▶ [PROBLEM TO SOLVE]:
Search the entries below for the word "list" and copy every line where it appears.

▶ [DATASET RECORDS]:
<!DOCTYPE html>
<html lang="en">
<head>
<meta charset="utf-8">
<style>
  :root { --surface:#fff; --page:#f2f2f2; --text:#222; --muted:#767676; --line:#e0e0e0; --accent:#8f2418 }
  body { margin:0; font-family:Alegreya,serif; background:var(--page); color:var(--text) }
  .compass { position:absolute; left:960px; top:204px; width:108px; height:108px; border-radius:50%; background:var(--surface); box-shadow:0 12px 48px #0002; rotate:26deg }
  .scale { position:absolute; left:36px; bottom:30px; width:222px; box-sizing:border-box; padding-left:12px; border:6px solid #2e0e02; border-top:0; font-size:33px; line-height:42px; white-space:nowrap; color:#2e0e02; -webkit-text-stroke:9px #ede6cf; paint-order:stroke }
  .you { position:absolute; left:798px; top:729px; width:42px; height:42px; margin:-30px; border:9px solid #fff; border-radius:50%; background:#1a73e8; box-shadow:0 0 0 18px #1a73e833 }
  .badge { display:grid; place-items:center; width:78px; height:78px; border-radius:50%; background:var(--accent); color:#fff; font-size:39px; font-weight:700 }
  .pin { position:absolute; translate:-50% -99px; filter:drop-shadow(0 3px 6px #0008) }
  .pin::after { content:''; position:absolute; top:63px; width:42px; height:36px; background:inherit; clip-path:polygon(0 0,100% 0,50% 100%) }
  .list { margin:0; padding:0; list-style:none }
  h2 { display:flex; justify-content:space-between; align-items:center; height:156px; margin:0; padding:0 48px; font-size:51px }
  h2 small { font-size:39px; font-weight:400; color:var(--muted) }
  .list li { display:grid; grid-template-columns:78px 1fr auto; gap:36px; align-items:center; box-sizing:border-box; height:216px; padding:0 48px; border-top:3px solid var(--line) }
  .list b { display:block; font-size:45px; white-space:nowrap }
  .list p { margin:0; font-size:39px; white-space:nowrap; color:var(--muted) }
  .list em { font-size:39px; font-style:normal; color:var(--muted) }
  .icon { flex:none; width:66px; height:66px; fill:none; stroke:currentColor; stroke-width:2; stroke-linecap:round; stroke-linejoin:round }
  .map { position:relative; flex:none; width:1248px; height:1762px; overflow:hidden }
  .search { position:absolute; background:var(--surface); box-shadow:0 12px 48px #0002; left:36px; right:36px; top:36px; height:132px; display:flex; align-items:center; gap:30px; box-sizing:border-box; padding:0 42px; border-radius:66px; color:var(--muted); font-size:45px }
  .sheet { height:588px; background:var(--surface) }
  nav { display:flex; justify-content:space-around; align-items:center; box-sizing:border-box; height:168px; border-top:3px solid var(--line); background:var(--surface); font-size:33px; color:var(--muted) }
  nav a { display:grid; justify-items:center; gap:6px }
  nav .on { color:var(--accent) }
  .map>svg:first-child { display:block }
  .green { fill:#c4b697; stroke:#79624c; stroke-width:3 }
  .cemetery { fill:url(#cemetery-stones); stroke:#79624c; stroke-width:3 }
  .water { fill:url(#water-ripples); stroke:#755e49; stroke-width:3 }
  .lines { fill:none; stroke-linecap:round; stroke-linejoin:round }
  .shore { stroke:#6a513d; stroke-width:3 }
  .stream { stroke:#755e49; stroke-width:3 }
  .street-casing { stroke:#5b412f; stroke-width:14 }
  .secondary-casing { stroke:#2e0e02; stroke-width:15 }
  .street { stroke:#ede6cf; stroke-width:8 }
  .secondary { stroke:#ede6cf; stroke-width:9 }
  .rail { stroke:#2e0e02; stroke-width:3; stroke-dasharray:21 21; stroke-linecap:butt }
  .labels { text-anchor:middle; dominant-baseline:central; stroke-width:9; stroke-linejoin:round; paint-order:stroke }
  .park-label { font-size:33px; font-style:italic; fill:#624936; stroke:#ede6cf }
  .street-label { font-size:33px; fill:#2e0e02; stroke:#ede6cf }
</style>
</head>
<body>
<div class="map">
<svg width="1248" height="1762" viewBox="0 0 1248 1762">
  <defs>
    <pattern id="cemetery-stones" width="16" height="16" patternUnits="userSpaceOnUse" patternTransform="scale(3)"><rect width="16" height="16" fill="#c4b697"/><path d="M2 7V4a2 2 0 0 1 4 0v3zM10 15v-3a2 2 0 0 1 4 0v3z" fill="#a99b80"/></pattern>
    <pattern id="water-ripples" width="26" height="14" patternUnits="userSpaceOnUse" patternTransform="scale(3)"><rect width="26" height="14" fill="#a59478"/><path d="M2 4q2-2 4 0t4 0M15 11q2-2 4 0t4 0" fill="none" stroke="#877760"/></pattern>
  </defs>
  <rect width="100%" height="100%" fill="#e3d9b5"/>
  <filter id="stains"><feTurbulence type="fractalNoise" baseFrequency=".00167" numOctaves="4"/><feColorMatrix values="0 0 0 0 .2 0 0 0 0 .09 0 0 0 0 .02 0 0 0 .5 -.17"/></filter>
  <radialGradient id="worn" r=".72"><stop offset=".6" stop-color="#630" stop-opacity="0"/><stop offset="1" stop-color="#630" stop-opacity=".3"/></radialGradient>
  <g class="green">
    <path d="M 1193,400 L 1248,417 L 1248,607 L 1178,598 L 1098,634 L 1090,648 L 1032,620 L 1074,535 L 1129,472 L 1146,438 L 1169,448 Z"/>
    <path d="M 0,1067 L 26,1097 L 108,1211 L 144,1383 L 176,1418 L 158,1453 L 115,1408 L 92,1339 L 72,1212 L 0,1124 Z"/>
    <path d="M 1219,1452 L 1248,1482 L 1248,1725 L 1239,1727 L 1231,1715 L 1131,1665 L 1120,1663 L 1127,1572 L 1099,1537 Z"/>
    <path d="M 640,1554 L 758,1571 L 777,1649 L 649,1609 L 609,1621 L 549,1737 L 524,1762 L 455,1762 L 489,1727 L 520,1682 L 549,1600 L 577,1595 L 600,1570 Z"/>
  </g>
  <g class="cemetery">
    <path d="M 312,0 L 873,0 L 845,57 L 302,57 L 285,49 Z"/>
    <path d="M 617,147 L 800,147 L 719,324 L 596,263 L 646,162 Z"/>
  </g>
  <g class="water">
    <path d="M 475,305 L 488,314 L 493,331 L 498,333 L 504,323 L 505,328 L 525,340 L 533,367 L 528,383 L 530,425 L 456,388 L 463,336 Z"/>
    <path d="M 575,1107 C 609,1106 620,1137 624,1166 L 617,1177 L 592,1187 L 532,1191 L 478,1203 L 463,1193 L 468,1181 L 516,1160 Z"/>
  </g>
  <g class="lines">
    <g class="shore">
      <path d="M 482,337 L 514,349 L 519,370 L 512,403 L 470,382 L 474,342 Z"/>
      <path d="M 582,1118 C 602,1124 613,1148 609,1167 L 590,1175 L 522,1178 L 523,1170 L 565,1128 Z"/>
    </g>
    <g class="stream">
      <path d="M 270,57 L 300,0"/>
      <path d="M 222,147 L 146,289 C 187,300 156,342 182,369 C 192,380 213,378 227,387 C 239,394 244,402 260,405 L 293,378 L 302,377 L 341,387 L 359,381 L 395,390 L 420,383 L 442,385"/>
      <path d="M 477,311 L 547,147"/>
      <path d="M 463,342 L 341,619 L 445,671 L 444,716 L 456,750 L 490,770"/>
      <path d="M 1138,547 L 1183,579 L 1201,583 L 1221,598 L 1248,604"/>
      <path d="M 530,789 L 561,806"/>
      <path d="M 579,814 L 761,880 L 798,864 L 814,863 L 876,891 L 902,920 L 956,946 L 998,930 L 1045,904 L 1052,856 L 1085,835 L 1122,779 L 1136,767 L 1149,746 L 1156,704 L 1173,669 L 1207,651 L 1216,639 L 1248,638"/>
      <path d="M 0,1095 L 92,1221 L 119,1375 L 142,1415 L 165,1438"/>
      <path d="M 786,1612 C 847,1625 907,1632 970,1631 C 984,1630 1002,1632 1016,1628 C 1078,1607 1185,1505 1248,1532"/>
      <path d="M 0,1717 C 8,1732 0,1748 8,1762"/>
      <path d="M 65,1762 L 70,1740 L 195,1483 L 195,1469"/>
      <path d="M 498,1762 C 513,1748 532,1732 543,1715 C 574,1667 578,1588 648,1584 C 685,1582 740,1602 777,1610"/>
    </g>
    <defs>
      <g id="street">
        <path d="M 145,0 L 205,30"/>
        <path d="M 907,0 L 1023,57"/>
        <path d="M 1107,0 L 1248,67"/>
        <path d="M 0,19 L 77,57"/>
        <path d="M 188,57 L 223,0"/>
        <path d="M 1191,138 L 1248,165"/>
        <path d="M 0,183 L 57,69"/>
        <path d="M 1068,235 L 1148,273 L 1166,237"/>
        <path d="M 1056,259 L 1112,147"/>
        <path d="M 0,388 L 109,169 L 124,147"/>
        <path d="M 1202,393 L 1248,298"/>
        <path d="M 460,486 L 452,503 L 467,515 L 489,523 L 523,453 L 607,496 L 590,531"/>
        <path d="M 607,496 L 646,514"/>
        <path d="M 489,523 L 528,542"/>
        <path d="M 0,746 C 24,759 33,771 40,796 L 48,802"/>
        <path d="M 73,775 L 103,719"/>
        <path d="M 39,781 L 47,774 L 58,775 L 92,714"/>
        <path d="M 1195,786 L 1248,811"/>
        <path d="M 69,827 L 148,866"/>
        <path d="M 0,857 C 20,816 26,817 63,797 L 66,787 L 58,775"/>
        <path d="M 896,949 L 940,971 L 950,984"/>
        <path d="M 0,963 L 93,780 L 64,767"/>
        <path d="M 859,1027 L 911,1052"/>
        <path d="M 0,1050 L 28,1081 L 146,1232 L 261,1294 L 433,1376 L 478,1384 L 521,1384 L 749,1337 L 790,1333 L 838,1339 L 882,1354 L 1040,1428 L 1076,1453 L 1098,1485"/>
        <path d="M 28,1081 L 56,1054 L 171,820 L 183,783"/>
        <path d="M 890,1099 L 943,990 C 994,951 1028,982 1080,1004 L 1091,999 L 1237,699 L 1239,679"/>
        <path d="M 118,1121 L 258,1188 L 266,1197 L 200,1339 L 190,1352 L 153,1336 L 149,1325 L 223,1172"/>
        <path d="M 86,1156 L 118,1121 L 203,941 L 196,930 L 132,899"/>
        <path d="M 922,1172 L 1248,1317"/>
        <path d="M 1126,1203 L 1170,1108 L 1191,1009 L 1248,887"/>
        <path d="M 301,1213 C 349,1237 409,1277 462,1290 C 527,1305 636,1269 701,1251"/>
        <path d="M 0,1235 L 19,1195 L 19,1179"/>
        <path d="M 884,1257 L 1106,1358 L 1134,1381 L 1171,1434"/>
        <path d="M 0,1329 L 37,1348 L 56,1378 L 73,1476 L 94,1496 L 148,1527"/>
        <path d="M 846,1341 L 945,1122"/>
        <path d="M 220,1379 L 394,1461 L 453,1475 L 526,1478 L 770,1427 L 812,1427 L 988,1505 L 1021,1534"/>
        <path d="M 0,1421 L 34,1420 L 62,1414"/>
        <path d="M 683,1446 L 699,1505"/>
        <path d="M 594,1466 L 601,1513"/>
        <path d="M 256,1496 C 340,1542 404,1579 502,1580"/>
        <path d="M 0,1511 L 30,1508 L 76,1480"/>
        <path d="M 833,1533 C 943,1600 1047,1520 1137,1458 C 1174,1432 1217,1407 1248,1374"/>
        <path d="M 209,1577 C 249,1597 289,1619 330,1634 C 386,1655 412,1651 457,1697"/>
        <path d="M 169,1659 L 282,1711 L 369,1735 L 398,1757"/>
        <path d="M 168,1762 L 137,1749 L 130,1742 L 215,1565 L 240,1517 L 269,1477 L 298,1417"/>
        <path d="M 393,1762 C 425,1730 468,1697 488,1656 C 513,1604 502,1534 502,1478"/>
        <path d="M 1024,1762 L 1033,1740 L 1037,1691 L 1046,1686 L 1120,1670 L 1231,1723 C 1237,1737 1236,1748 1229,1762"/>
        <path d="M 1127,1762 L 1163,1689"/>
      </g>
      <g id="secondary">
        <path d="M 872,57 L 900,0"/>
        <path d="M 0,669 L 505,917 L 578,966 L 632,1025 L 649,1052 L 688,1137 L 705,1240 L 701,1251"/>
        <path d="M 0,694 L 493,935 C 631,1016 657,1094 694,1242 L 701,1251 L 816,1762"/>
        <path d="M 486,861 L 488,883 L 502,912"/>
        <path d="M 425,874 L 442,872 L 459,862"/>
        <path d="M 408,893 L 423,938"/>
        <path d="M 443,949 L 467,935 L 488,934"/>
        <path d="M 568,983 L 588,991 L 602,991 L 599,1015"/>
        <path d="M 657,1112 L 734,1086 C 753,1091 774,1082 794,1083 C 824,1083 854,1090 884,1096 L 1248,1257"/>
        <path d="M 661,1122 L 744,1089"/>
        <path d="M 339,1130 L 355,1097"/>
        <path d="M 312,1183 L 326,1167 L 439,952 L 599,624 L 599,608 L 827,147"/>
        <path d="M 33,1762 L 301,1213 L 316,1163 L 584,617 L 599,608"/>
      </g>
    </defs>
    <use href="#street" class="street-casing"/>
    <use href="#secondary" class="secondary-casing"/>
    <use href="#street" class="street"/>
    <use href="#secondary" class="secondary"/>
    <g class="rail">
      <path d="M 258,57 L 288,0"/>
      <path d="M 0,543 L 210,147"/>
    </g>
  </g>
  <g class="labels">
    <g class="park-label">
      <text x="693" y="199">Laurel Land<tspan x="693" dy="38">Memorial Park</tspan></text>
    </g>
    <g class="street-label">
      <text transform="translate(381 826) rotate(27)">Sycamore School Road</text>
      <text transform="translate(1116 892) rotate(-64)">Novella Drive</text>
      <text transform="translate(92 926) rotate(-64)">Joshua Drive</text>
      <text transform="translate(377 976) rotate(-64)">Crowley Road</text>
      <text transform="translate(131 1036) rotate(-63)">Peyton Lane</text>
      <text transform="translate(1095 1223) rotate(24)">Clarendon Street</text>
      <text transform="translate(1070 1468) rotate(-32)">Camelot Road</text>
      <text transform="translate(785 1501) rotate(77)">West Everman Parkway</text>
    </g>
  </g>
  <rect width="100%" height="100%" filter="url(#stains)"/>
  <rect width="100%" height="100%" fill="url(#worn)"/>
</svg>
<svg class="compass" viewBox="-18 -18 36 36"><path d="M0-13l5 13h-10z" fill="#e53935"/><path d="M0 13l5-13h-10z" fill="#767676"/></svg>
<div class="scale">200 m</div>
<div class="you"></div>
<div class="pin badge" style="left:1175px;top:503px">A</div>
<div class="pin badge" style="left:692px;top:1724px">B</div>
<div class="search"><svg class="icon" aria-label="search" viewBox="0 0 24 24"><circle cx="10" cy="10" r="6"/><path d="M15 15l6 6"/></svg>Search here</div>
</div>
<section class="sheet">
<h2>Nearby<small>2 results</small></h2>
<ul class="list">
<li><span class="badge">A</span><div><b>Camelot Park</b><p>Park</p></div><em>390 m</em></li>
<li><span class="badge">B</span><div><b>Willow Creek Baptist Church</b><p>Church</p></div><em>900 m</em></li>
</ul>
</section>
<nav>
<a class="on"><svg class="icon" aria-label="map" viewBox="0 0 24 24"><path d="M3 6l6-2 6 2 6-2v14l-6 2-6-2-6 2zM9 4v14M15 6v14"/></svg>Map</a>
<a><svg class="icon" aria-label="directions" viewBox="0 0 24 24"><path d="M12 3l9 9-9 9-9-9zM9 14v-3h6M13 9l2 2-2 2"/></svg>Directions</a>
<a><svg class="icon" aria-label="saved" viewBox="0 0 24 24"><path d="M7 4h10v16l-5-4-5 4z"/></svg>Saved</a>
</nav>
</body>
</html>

▶ [RESPONSE FOR THIS EXERCISE]:
  .list { margin:0; padding:0; list-style:none }
  .list li { display:grid; grid-template-columns:78px 1fr auto; gap:36px; align-items:center; box-sizing:border-box; height:216px; padding:0 48px; border-top:3px solid var(--line) }
  .list b { display:block; font-size:45px; white-space:nowrap }
  .list p { margin:0; font-size:39px; white-space:nowrap; color:var(--muted) }
  .list em { font-size:39px; font-style:normal; color:var(--muted) }
<ul class="list">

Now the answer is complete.